Assignment: Return the following from the records below: each line, word for word, starting with the line that contains "fill(building, '#c6a883');" and going on through the line that contains "trace(pathBridge, '#564637', 3.5, [2, 5]);", with nothing outside that range.

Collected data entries
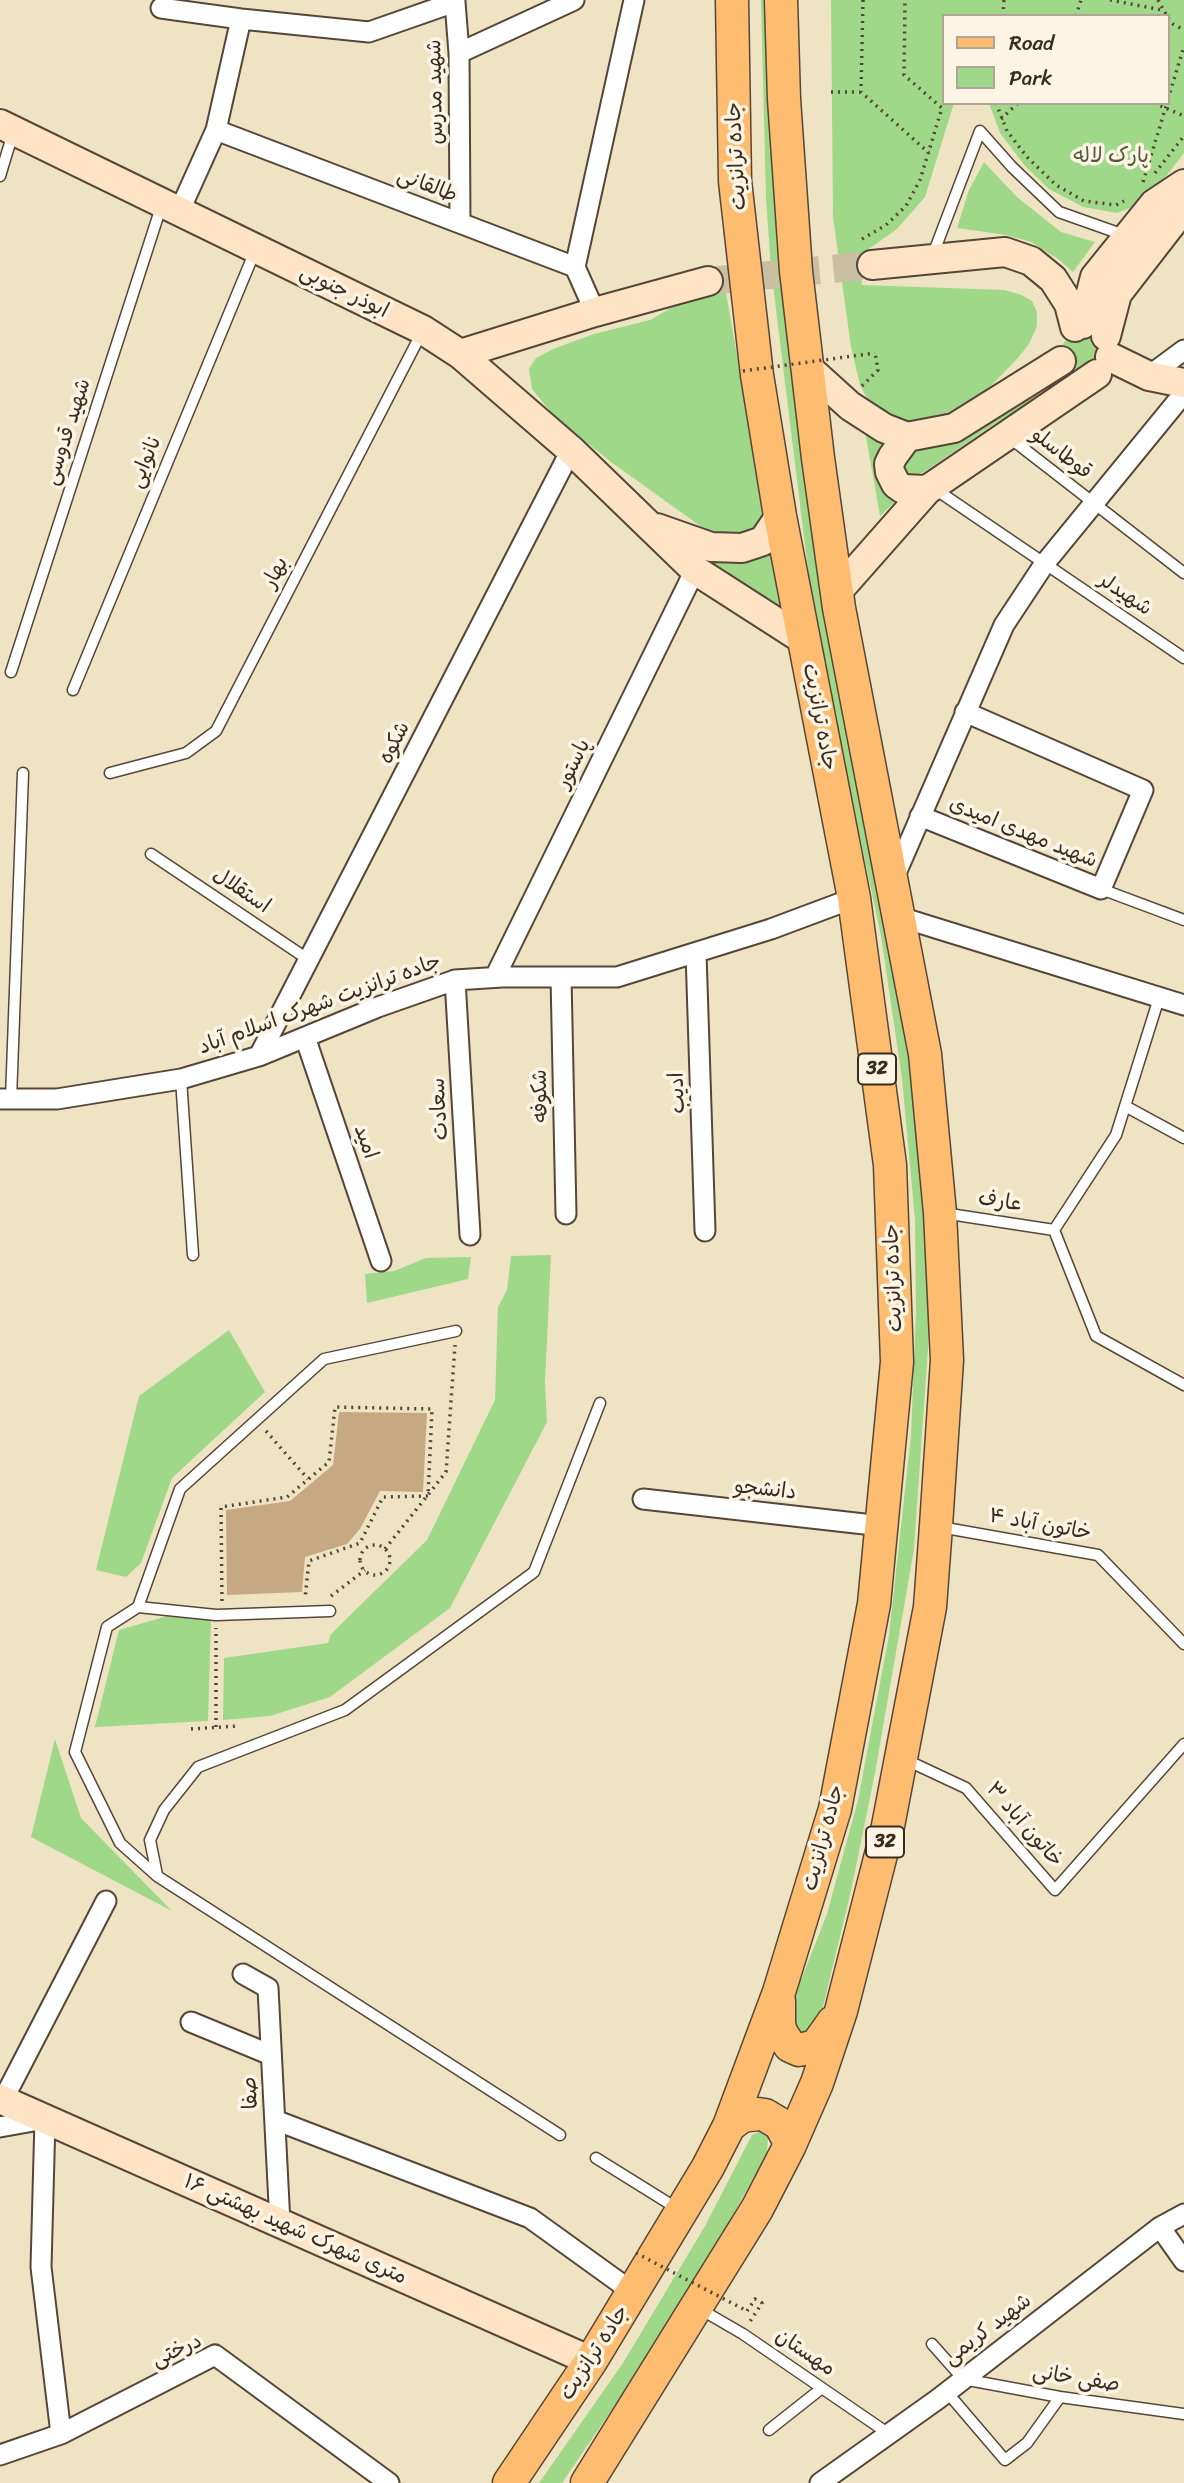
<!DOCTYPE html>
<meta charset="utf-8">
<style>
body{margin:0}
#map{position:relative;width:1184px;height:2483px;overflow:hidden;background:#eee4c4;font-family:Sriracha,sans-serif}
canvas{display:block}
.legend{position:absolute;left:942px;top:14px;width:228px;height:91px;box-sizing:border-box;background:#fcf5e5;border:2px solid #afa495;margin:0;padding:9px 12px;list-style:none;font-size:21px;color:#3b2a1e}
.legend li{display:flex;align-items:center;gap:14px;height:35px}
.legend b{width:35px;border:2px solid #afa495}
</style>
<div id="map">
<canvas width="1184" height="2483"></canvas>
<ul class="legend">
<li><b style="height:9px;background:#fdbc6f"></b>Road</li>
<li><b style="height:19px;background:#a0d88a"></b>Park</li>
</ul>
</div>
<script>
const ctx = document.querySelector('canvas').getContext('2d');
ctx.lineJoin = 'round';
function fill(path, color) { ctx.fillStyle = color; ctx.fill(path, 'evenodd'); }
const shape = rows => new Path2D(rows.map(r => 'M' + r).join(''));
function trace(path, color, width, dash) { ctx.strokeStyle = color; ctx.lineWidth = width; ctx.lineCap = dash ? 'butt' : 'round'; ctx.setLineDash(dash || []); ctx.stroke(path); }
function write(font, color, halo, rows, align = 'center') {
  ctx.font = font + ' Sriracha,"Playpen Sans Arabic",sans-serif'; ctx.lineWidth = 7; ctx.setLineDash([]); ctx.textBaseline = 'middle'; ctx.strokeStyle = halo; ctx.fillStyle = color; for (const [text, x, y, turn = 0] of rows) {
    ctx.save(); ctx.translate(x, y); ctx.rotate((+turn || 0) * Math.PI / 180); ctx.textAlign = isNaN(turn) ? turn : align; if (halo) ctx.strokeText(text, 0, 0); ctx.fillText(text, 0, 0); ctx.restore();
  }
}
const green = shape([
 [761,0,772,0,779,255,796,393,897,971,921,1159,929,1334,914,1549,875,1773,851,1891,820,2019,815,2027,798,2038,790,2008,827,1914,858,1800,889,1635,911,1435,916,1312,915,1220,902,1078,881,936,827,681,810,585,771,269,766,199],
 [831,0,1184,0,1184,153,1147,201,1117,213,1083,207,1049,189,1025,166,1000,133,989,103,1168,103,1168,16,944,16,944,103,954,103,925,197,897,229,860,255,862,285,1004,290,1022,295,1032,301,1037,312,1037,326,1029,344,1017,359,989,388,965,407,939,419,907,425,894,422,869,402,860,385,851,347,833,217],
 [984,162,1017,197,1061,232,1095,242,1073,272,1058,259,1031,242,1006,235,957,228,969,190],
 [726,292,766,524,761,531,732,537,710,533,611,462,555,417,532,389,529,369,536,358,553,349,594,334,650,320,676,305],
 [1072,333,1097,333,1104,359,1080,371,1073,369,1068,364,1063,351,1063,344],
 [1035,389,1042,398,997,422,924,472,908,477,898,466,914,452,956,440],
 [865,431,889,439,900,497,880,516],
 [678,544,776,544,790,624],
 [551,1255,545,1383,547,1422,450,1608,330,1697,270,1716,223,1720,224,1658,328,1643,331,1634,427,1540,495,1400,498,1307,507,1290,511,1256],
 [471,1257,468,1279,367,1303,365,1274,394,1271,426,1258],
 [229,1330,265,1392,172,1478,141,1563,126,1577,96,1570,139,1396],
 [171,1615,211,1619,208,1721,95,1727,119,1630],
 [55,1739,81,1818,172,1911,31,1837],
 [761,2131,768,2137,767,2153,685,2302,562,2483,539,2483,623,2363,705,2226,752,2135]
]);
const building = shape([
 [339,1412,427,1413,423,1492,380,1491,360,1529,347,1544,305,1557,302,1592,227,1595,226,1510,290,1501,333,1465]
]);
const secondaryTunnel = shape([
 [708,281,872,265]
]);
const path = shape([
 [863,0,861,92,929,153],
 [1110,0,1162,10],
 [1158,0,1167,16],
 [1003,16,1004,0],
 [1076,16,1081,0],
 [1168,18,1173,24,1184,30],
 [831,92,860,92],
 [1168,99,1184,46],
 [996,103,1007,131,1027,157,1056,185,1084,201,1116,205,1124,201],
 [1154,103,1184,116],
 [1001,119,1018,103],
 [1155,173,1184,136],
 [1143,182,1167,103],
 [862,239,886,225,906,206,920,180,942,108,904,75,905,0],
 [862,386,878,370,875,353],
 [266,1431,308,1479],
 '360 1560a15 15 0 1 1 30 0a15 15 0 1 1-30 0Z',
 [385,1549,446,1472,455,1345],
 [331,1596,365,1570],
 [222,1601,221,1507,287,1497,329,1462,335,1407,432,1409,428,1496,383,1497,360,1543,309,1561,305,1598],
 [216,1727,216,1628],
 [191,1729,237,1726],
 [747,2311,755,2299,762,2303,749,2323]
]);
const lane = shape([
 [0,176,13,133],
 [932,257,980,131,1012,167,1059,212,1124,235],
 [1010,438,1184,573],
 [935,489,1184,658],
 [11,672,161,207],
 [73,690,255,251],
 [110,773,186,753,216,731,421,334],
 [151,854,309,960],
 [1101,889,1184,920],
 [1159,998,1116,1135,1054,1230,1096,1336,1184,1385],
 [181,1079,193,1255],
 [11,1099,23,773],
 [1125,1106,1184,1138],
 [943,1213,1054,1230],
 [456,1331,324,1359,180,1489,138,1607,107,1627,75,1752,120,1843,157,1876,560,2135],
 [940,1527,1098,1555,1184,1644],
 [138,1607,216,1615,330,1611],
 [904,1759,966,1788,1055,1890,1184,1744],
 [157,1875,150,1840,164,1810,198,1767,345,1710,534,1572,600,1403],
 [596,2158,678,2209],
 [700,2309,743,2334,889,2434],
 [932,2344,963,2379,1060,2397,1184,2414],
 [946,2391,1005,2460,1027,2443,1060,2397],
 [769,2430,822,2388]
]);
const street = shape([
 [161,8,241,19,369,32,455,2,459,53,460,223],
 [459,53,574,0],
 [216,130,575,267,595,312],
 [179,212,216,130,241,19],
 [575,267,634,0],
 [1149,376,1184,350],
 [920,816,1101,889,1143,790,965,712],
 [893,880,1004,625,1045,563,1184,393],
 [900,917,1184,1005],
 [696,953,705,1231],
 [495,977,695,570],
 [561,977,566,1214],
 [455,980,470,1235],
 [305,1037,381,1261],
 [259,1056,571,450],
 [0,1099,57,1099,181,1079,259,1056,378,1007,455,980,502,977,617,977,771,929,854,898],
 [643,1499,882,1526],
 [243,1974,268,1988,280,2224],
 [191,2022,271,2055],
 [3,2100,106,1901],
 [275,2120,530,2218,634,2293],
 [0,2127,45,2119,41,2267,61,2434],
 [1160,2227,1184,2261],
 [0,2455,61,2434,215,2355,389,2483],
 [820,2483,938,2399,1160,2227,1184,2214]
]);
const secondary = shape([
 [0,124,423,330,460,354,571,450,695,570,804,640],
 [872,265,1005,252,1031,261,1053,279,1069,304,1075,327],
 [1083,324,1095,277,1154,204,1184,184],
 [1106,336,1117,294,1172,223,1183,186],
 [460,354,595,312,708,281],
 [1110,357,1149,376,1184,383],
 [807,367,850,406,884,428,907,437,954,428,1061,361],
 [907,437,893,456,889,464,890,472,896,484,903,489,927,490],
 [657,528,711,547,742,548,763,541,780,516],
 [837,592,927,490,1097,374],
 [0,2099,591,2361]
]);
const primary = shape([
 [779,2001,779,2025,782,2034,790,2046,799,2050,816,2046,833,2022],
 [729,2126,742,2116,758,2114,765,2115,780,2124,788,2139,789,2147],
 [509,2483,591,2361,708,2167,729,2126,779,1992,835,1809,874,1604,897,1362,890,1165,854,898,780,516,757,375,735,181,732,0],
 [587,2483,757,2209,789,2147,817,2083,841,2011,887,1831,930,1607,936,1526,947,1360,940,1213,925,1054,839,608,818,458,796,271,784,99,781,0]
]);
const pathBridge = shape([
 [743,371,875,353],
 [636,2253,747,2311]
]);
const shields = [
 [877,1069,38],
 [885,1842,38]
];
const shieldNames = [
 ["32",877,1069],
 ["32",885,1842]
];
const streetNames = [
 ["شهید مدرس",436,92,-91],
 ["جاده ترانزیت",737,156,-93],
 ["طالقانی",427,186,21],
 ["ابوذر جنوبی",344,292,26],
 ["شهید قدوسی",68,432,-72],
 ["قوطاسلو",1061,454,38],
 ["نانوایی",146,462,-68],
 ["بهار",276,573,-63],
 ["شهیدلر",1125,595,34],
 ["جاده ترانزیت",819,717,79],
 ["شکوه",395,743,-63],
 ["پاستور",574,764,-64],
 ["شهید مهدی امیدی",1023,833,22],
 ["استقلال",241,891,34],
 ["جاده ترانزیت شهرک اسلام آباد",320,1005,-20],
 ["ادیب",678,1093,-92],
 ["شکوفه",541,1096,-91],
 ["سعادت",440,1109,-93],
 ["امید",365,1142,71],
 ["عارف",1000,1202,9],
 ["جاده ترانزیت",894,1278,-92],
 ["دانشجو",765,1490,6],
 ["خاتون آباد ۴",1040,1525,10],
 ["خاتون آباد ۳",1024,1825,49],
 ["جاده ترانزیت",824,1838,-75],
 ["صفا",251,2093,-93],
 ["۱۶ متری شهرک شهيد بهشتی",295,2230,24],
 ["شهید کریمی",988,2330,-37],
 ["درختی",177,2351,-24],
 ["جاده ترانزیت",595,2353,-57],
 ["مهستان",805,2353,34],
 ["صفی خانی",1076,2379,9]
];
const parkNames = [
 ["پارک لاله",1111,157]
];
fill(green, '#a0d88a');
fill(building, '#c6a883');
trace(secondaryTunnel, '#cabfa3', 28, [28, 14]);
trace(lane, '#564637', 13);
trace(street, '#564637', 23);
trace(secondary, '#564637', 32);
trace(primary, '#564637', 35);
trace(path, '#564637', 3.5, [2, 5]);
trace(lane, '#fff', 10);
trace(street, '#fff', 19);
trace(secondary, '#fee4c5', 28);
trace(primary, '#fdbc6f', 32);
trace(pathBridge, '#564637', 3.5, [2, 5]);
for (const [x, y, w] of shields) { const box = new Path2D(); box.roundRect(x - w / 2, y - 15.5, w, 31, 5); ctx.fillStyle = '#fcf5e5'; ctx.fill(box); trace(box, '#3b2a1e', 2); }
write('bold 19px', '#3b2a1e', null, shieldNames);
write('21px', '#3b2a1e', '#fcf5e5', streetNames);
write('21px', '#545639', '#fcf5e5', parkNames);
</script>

Answer space:
fill(building, '#c6a883');
trace(secondaryTunnel, '#cabfa3', 28, [28, 14]);
trace(lane, '#564637', 13);
trace(street, '#564637', 23);
trace(secondary, '#564637', 32);
trace(primary, '#564637', 35);
trace(path, '#564637', 3.5, [2, 5]);
trace(lane, '#fff', 10);
trace(street, '#fff', 19);
trace(secondary, '#fee4c5', 28);
trace(primary, '#fdbc6f', 32);
trace(pathBridge, '#564637', 3.5, [2, 5]);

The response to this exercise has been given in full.